(Stored data)
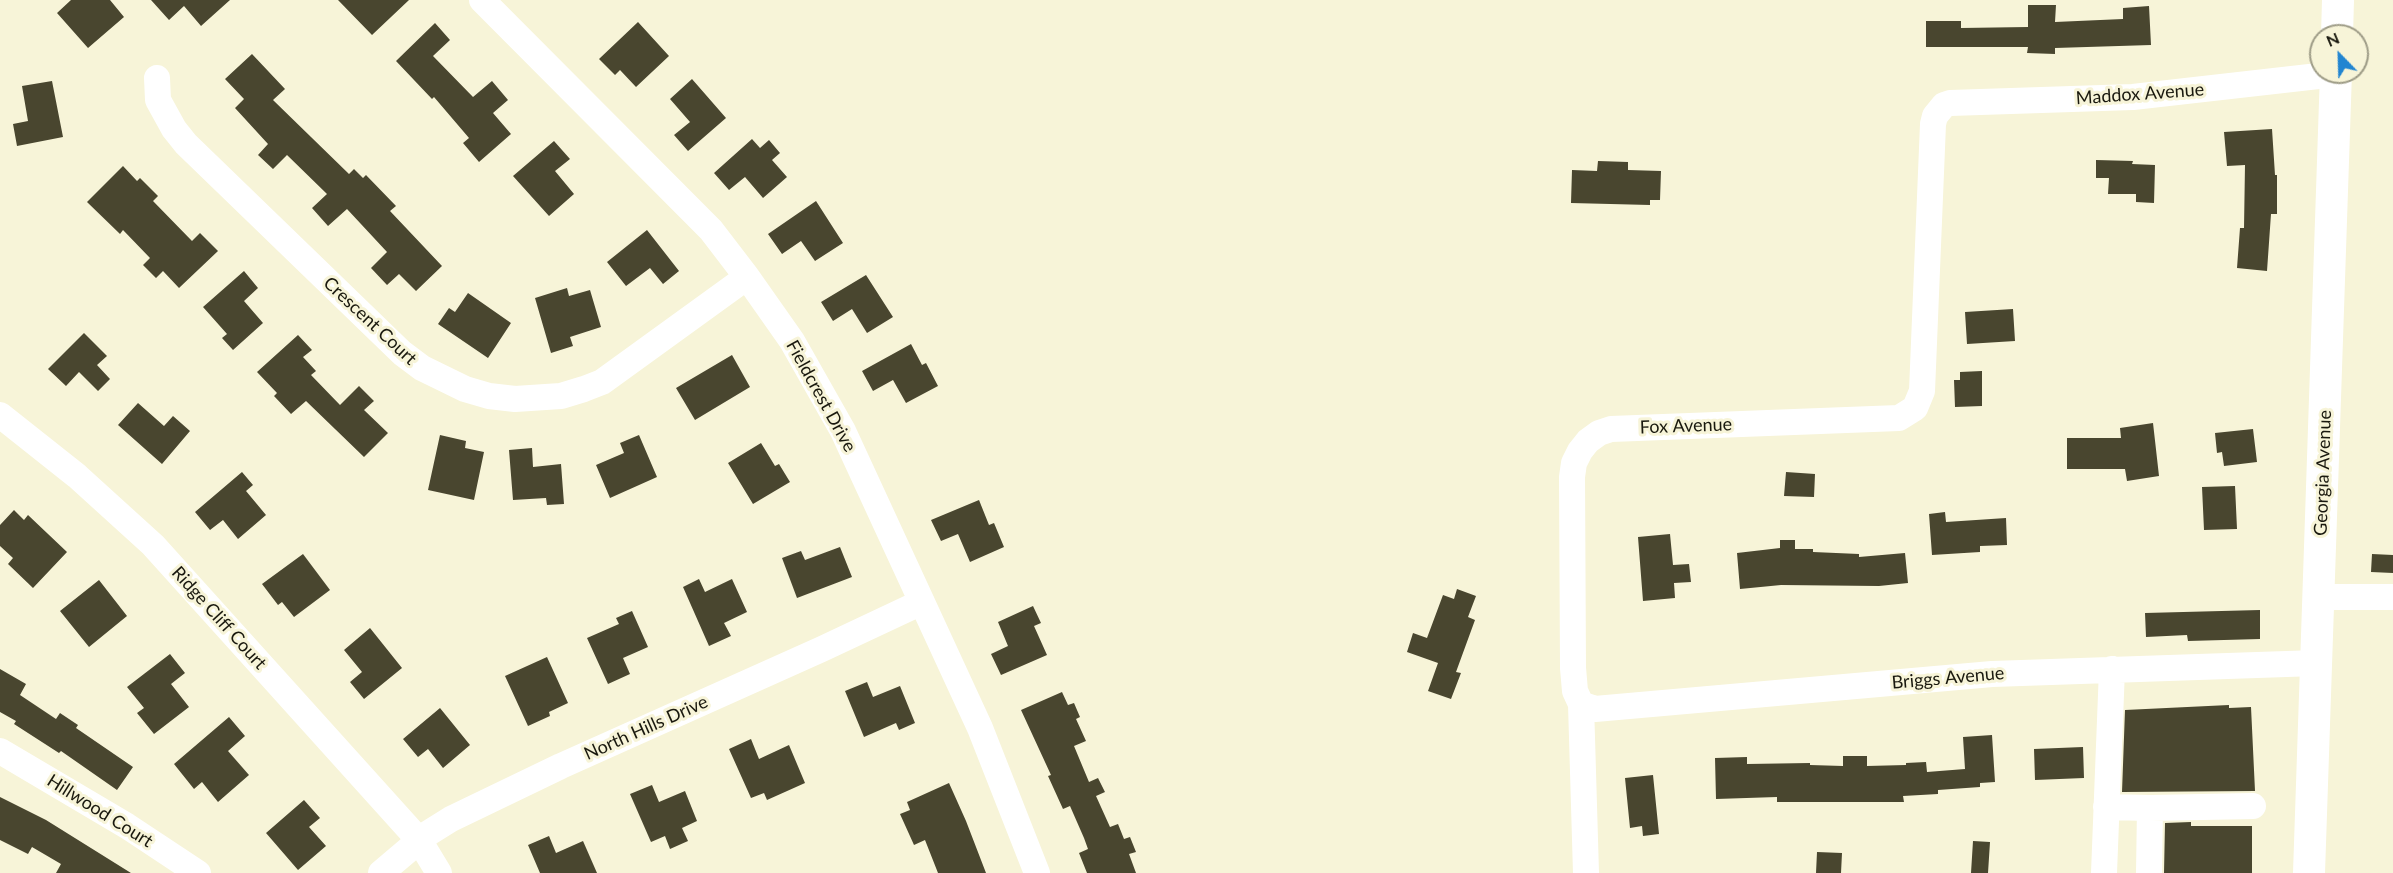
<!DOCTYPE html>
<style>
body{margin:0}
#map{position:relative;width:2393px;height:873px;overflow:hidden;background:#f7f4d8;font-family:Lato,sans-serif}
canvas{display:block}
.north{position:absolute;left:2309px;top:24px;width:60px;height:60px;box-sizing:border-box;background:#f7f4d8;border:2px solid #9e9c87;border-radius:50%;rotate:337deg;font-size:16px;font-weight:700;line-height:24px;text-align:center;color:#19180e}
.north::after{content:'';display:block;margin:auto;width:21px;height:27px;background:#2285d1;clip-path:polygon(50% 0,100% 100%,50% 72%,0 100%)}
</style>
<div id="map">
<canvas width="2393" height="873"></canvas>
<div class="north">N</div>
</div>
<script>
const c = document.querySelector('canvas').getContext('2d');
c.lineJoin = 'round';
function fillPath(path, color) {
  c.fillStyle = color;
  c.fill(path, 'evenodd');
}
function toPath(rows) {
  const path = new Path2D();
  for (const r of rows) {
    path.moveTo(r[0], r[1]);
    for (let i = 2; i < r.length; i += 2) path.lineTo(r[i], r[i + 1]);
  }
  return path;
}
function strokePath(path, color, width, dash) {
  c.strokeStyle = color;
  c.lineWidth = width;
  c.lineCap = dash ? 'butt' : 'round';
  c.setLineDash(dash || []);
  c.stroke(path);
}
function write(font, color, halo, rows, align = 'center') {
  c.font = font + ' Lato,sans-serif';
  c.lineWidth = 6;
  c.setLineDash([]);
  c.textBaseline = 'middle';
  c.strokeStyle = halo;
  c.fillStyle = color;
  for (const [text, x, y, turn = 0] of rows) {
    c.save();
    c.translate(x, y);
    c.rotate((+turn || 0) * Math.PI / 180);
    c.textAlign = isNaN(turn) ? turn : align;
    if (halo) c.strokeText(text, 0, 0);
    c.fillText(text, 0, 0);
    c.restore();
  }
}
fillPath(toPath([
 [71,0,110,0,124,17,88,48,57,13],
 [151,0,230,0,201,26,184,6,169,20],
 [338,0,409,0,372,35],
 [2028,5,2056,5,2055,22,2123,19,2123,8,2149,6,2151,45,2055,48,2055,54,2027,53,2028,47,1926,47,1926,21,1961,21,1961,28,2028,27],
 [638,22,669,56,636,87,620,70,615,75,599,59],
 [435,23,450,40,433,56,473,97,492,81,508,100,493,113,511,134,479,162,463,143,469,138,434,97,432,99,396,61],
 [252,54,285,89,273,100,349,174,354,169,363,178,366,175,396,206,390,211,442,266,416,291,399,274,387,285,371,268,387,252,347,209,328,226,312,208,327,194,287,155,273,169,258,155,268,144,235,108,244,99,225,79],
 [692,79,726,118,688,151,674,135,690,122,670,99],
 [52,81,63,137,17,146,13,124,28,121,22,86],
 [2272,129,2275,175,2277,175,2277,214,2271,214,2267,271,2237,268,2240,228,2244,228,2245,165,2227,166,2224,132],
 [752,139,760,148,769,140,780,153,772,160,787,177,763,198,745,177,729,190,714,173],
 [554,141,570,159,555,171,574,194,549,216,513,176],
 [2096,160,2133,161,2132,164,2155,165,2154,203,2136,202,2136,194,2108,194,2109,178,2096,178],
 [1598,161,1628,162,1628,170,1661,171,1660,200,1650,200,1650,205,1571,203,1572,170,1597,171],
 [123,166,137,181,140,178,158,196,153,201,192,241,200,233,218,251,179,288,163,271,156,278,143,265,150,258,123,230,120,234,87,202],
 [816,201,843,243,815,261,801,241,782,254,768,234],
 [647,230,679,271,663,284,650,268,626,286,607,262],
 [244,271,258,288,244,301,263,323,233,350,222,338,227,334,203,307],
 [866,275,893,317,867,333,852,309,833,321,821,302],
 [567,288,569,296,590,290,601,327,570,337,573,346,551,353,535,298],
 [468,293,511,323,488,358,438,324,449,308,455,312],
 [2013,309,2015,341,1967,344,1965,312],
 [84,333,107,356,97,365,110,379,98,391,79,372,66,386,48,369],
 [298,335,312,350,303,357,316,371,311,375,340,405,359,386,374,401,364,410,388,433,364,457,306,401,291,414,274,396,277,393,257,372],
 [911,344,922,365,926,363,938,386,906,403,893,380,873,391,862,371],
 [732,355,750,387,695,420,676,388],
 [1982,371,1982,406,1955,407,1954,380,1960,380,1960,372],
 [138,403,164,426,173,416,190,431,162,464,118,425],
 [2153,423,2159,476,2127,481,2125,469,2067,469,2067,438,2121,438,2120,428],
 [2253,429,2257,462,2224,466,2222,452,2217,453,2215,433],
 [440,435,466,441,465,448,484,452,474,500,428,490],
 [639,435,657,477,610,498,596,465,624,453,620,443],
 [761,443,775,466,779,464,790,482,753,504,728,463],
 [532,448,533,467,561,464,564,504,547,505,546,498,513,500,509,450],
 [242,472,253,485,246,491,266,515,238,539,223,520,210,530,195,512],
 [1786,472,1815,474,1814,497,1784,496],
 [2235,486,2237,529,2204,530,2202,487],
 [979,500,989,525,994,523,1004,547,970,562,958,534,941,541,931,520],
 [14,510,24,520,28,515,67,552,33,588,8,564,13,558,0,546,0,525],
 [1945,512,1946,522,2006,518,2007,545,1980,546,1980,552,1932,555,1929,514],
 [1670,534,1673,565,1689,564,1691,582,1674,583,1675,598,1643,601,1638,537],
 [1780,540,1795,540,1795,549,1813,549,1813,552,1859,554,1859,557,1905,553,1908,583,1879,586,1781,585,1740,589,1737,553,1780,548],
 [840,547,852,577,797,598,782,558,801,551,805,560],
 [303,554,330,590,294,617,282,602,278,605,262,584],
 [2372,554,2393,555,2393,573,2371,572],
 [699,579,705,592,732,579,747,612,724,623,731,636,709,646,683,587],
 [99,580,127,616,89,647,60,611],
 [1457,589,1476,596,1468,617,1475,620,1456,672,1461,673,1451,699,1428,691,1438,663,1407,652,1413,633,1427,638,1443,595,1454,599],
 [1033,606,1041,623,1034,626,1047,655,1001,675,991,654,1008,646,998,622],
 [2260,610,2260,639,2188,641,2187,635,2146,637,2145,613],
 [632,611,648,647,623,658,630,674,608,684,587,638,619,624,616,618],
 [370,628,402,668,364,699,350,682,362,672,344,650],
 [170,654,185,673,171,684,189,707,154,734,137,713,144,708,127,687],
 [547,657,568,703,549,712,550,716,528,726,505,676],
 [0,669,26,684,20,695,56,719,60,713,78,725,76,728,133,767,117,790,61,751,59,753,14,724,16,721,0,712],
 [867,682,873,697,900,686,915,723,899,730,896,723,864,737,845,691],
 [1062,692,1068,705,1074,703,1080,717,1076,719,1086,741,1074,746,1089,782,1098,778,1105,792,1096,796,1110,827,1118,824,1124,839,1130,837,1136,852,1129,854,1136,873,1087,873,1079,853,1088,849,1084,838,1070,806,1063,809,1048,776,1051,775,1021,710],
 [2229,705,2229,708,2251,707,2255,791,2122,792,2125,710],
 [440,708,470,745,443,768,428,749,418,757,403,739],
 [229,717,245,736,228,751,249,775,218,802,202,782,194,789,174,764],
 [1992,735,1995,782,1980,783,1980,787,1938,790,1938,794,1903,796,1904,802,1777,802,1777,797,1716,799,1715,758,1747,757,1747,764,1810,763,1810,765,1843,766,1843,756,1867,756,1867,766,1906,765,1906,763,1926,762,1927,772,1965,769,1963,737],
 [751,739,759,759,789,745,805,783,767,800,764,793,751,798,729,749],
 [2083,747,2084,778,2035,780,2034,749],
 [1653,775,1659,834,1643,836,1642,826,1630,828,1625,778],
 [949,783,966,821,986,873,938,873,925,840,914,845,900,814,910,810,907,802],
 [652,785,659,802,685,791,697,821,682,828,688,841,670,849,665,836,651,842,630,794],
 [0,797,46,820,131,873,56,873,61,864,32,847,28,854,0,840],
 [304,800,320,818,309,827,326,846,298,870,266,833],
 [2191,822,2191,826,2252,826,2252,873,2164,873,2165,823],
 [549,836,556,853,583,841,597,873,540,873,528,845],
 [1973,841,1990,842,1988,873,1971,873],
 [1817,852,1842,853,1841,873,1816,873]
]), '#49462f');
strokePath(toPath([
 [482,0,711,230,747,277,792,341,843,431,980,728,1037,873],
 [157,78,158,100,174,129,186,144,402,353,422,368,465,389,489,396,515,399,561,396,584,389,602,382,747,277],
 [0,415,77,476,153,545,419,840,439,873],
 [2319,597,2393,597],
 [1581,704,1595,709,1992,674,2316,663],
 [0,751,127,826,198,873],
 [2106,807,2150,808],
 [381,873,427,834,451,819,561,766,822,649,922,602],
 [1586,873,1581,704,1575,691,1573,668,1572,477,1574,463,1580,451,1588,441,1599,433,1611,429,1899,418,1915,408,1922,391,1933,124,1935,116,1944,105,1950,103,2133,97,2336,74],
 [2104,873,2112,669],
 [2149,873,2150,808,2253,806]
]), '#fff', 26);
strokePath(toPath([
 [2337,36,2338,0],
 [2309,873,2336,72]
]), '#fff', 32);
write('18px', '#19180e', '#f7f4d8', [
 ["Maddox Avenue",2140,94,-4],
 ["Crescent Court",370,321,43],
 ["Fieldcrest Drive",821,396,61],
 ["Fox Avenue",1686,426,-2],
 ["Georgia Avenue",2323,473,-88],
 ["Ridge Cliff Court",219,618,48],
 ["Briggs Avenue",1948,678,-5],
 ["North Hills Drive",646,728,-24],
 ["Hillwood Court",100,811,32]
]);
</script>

→ **What the task asks**:
Your task is to copy each line of the entries that includes the word "align".

→ **Exercise result**:
.north{position:absolute;left:2309px;top:24px;width:60px;height:60px;box-sizing:border-box;background:#f7f4d8;border:2px solid #9e9c87;border-radius:50%;rotate:337deg;font-size:16px;font-weight:700;line-height:24px;text-align:center;color:#19180e}
function write(font, color, halo, rows, align = 'center') {
    c.textAlign = isNaN(turn) ? turn : align;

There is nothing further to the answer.